▽

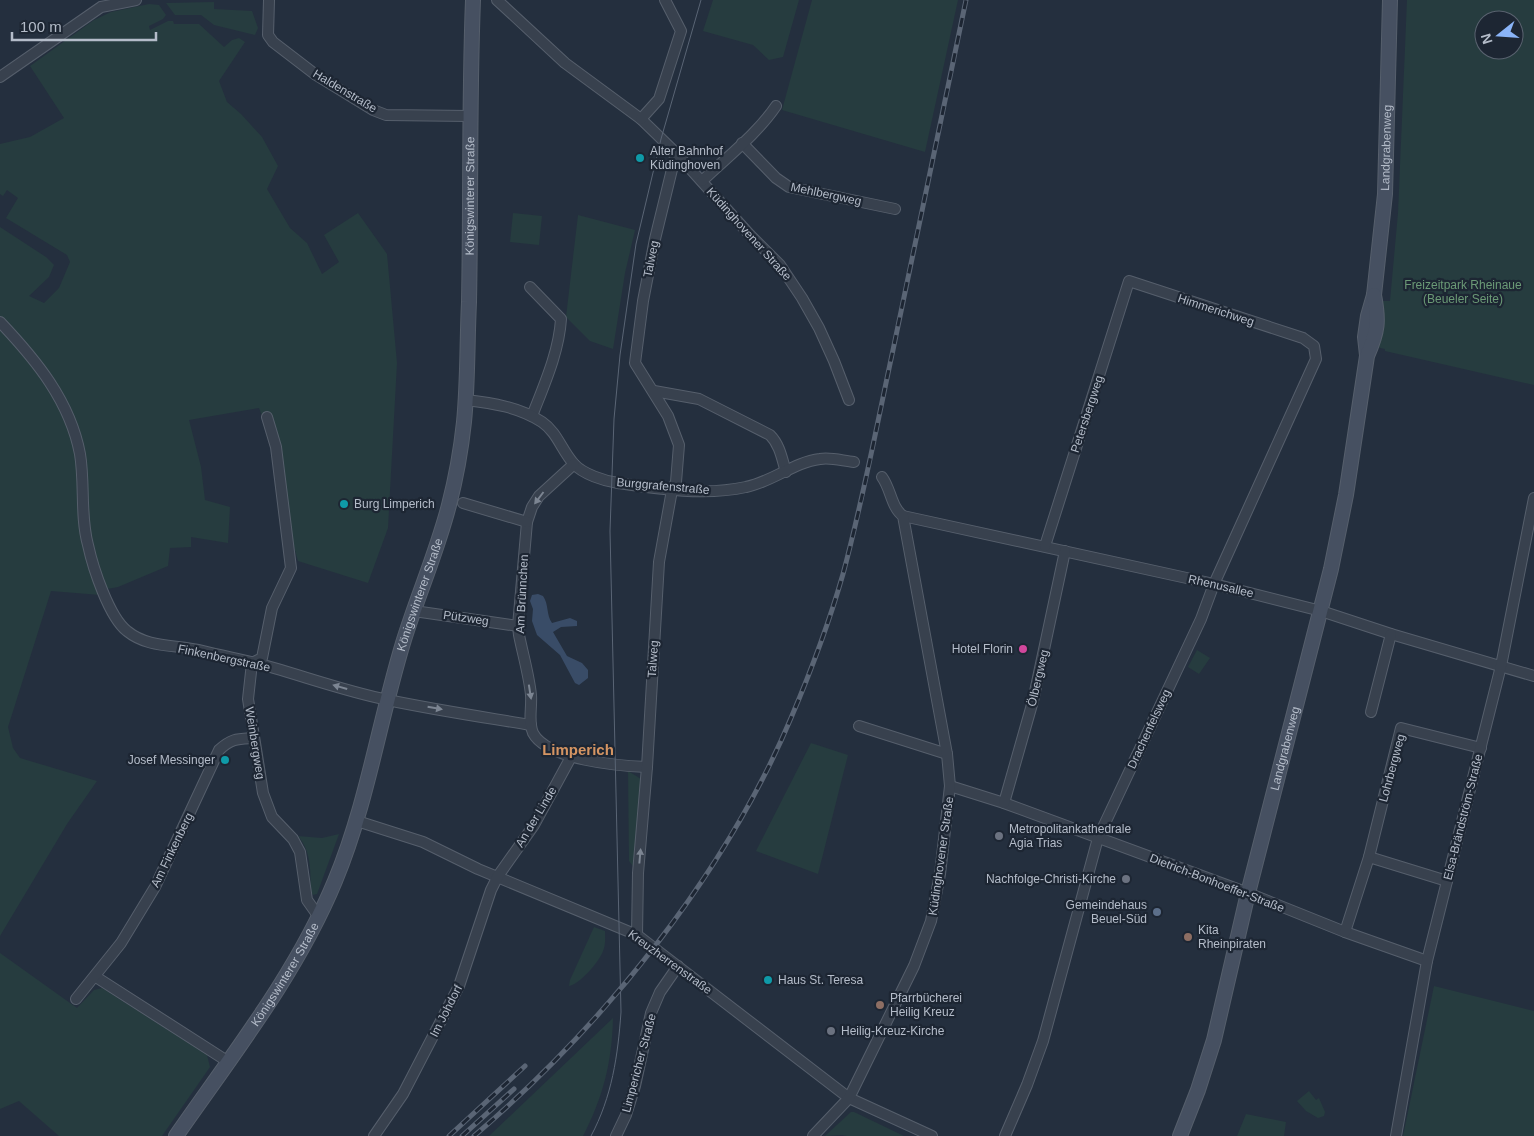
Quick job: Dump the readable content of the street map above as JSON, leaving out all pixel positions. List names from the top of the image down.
{
  "streets": {
    "main road": ["Landgrabenweg", "Königswinterer Straße"],
    "street": [
      "Haldenstraße",
      "Mehlbergweg",
      "Küdinghovener Straße",
      "Talweg",
      "Himmerichweg",
      "Petersbergweg",
      "Burggrafenstraße",
      "Rhenusallee",
      "Am Brünnchen",
      "Pützweg",
      "Finkenbergstraße",
      "Ölbergweg",
      "Drachenfelsweg",
      "Weinbergweg",
      "Lohrbergweg",
      "An der Linde",
      "Elsa-Brändström-Straße",
      "Am Finkenberg",
      "Dietrich-Bonhoeffer-Straße",
      "Kreuzherrenstraße",
      "Im Johdorf",
      "Limpericher Straße"
    ]
  },
  "crossings": [
    ["Haldenstraße", "Königswinterer Straße"],
    ["Landgrabenweg", "Rhenusallee"],
    ["Landgrabenweg", "Dietrich-Bonhoeffer-Straße"],
    ["Königswinterer Straße", "Burggrafenstraße"],
    ["Königswinterer Straße", "Pützweg"],
    ["Königswinterer Straße", "Finkenbergstraße"],
    ["Königswinterer Straße", "Weinbergweg"],
    ["Königswinterer Straße", "Kreuzherrenstraße"],
    ["Küdinghovener Straße", "Talweg"],
    ["Küdinghovener Straße", "Rhenusallee"],
    ["Küdinghovener Straße", "Dietrich-Bonhoeffer-Straße"],
    ["Küdinghovener Straße", "Kreuzherrenstraße"],
    ["Talweg", "Burggrafenstraße"],
    ["Talweg", "Kreuzherrenstraße"],
    ["Himmerichweg", "Petersbergweg"],
    ["Himmerichweg", "Drachenfelsweg"],
    ["Petersbergweg", "Rhenusallee"],
    ["Burggrafenstraße", "Am Brünnchen"],
    ["Rhenusallee", "Ölbergweg"],
    ["Rhenusallee", "Drachenfelsweg"],
    ["Rhenusallee", "Elsa-Brändström-Straße"],
    ["Am Brünnchen", "Pützweg"],
    ["Am Brünnchen", "Finkenbergstraße"],
    ["Finkenbergstraße", "Weinbergweg"],
    ["Ölbergweg", "Dietrich-Bonhoeffer-Straße"],
    ["Drachenfelsweg", "Dietrich-Bonhoeffer-Straße"],
    ["Weinbergweg", "Am Finkenberg"],
    ["Lohrbergweg", "Elsa-Brändström-Straße"],
    ["Lohrbergweg", "Dietrich-Bonhoeffer-Straße"],
    ["An der Linde", "Kreuzherrenstraße"],
    ["An der Linde", "Im Johdorf"],
    ["Elsa-Brändström-Straße", "Dietrich-Bonhoeffer-Straße"],
    ["Kreuzherrenstraße", "Im Johdorf"],
    ["Kreuzherrenstraße", "Limpericher Straße"]
  ],
  "one_way": ["Am Brünnchen"],
  "districts": ["Limperich"],
  "parks": ["Freizeitpark Rheinaue (Beueler Seite)"],
  "places": [
    "Alter Bahnhof Küdinghoven",
    "Burg Limperich",
    "Hotel Florin",
    "Josef Messinger",
    "Metropolitankathedrale Agia Trias",
    "Nachfolge-Christi-Kirche",
    "Gemeindehaus Beuel-Süd",
    "Kita Rheinpiraten",
    "Haus St. Teresa",
    "Pfarrbücherei Heilig Kreuz",
    "Heilig-Kreuz-Kirche"
  ],
  "scale_bar": "100 m",
  "north": "left"
}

△

AIM OF THE TASK –
Identify the lines above that contain the word "Landgrabenweg", then copy them.

THE COMPLETED TASK –
    "main road": ["Landgrabenweg", "Königswinterer Straße"],
    ["Landgrabenweg", "Rhenusallee"],
    ["Landgrabenweg", "Dietrich-Bonhoeffer-Straße"],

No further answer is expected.